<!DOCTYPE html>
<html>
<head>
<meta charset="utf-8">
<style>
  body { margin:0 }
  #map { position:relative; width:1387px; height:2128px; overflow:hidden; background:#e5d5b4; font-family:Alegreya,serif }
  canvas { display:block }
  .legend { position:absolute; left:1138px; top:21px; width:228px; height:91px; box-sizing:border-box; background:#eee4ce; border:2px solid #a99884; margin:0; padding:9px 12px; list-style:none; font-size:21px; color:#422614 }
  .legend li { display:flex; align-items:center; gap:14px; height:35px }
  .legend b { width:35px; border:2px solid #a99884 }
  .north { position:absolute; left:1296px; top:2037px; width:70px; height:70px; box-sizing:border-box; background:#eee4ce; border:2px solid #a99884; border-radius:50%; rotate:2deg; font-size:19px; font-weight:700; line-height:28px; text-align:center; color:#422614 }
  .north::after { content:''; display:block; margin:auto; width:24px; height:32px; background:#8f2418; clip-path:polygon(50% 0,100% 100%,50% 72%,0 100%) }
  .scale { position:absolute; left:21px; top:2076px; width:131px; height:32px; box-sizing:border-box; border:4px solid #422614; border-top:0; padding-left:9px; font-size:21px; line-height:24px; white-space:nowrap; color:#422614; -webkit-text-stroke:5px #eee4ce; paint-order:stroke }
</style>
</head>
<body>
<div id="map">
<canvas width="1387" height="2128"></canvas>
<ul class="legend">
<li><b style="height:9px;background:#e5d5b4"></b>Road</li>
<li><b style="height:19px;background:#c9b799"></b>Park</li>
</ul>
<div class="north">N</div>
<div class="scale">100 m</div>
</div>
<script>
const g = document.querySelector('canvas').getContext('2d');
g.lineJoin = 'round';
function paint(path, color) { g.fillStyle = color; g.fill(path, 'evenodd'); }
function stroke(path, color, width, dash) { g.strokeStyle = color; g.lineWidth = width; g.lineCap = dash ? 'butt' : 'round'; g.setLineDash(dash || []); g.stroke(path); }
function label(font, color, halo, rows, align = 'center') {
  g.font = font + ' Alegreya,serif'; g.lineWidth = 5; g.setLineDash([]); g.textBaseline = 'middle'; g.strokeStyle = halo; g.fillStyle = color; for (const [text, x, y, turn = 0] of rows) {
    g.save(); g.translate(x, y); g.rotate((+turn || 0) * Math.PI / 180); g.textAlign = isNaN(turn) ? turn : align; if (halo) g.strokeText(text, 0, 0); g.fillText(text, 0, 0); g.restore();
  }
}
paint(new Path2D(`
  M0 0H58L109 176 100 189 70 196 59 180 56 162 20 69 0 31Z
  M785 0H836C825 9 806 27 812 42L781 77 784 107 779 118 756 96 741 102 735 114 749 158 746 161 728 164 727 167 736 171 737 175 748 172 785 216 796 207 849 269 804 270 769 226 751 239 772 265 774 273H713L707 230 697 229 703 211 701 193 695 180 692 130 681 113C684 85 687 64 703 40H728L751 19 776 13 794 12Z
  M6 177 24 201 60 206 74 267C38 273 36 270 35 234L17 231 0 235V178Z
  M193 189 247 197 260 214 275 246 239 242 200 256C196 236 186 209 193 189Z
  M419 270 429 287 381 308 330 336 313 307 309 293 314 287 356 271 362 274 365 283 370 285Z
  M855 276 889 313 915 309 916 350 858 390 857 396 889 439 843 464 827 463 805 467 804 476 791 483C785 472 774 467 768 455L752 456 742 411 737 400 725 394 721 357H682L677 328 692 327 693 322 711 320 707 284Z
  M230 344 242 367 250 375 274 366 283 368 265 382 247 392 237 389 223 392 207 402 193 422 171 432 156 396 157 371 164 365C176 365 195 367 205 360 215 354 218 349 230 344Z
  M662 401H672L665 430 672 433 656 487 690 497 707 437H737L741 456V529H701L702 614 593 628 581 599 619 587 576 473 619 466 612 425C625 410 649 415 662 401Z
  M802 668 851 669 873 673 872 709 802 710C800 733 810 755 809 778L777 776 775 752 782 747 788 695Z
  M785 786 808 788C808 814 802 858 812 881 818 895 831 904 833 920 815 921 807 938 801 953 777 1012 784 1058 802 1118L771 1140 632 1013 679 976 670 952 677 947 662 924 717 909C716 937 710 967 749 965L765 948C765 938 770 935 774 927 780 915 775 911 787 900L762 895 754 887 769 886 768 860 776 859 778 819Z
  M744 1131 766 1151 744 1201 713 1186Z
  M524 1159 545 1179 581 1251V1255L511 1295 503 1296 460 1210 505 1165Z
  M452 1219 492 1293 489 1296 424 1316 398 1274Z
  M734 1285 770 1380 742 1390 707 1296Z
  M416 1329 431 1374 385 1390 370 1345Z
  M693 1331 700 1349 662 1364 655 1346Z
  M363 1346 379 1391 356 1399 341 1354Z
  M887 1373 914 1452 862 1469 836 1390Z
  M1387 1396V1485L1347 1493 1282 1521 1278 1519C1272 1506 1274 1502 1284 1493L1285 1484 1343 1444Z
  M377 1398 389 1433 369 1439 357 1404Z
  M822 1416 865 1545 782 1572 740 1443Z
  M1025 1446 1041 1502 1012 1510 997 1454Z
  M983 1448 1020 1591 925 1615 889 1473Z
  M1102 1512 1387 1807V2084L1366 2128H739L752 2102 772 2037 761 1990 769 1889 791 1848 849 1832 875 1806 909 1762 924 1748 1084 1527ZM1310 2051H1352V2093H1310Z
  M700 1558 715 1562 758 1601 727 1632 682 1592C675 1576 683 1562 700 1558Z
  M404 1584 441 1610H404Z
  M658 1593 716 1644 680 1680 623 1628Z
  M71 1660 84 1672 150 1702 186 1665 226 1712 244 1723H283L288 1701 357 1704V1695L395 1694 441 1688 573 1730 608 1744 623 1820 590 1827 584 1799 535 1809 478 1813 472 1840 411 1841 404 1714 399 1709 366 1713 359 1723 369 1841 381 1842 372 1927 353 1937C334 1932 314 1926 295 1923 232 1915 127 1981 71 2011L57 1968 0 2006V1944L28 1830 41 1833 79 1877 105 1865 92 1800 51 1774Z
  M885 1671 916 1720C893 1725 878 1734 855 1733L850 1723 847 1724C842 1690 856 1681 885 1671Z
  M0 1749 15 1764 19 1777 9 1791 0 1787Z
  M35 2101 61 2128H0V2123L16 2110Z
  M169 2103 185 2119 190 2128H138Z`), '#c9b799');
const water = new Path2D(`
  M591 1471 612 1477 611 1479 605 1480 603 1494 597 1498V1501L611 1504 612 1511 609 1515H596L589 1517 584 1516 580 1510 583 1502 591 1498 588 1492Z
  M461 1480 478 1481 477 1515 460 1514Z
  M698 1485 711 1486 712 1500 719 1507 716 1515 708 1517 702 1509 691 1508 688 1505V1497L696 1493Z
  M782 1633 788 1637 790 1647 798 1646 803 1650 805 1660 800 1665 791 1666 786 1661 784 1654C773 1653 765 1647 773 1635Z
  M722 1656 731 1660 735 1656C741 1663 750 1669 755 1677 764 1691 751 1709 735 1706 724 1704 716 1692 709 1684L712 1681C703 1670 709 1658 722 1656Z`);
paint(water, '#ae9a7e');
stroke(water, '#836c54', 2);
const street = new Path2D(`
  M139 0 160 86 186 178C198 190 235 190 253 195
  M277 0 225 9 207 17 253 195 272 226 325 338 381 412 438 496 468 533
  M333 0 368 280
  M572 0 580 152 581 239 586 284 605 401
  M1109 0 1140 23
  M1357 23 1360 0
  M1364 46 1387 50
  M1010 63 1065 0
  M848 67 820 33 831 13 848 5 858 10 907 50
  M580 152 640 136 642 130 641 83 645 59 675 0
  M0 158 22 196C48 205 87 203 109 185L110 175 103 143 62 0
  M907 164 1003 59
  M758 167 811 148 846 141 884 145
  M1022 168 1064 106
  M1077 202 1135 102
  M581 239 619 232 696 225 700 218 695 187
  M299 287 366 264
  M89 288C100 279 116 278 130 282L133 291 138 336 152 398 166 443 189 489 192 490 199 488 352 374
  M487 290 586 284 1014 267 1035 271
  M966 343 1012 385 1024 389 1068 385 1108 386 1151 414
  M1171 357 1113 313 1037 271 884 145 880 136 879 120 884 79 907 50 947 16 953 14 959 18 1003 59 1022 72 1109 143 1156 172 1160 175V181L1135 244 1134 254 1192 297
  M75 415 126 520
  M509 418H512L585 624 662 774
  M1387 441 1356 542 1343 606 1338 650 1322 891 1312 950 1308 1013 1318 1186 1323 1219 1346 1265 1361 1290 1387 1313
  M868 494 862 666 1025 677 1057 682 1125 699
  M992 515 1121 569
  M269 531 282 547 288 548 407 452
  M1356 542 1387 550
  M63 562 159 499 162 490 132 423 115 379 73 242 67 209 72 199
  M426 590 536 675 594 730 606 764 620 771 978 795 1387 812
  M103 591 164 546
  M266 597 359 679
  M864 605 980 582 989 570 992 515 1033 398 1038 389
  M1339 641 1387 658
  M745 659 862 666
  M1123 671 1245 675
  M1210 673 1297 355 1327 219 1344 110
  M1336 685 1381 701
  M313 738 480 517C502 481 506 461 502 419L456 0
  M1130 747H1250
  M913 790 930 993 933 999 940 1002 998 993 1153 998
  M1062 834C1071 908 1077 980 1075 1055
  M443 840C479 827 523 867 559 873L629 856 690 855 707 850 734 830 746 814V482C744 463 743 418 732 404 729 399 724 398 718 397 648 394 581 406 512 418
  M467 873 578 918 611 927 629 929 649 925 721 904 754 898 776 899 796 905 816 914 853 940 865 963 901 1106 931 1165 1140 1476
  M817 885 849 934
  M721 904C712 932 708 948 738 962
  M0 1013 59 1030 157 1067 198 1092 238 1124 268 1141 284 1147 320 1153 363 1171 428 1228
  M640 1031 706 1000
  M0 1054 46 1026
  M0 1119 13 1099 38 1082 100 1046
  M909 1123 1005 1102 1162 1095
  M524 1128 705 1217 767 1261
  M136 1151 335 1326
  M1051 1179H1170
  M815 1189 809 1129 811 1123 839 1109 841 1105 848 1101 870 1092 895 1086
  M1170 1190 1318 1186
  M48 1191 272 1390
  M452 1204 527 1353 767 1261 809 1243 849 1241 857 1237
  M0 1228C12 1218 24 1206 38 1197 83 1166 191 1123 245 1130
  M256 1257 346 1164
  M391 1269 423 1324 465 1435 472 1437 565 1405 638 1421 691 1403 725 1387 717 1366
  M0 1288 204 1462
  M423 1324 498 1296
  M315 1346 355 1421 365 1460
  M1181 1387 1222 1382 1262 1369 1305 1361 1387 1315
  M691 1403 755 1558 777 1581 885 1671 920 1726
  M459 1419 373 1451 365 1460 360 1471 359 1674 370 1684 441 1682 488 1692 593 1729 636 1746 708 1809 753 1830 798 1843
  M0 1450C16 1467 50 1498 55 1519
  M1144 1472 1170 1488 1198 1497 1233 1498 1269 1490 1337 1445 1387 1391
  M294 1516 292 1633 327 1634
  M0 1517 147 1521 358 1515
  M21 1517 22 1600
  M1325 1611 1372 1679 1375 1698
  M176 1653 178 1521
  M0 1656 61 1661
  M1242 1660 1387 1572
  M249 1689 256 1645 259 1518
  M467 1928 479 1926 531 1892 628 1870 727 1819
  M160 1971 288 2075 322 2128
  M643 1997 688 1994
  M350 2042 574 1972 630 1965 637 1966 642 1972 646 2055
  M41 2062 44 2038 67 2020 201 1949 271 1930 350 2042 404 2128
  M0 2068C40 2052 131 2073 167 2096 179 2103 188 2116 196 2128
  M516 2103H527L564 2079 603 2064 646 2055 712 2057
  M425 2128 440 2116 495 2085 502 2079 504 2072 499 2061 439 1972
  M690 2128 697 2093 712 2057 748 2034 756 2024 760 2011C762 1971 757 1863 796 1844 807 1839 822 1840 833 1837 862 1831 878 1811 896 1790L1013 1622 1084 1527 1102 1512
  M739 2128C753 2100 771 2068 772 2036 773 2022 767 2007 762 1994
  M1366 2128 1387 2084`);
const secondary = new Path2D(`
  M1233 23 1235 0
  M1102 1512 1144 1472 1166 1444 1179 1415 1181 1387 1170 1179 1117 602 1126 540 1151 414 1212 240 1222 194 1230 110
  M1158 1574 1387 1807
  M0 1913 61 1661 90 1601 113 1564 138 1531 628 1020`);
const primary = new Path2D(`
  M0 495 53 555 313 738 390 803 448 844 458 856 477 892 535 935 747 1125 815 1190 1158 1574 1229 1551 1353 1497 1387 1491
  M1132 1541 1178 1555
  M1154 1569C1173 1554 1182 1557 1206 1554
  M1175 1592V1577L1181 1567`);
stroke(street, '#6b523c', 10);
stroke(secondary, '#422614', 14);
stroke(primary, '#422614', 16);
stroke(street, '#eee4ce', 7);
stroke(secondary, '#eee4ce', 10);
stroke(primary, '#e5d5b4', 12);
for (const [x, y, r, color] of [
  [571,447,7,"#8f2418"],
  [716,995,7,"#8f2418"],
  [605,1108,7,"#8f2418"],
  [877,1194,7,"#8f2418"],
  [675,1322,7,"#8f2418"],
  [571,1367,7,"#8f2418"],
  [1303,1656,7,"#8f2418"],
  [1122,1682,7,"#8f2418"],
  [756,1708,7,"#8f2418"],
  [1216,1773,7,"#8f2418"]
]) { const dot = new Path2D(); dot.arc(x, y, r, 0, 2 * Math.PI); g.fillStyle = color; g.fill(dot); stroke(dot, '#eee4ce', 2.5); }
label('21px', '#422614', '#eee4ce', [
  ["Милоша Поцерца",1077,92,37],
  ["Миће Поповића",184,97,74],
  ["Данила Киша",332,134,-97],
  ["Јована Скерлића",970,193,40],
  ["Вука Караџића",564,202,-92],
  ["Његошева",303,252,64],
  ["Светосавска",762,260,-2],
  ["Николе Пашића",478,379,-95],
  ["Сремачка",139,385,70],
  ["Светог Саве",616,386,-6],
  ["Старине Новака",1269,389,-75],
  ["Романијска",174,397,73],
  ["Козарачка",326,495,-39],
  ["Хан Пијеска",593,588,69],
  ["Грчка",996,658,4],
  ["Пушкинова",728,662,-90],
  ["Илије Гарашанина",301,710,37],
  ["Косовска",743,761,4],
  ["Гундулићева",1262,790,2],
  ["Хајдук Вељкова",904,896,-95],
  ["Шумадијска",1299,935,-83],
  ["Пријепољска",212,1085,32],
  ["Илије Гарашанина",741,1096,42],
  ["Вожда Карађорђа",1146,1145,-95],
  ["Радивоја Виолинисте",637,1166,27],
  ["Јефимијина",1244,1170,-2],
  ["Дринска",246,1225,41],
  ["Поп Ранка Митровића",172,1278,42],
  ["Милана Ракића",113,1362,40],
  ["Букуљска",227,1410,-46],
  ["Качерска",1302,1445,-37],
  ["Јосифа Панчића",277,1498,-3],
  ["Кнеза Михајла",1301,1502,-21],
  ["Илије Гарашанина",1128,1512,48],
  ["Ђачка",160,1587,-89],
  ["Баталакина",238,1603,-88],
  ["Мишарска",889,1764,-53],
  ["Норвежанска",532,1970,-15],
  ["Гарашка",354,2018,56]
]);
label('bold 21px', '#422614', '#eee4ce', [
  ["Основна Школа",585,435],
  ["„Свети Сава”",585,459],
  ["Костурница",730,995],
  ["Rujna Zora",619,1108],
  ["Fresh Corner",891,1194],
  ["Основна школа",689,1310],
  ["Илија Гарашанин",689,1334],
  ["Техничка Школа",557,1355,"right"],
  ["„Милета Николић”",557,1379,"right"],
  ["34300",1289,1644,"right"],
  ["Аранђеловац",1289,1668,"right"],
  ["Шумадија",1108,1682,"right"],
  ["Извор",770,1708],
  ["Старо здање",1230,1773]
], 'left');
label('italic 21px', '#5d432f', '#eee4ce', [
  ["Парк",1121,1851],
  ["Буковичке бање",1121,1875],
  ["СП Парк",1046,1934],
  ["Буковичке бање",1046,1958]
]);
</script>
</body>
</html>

* * * *

Return solely the count of lines in the data above in which the word "lineWidth" occurs.

### Result:
2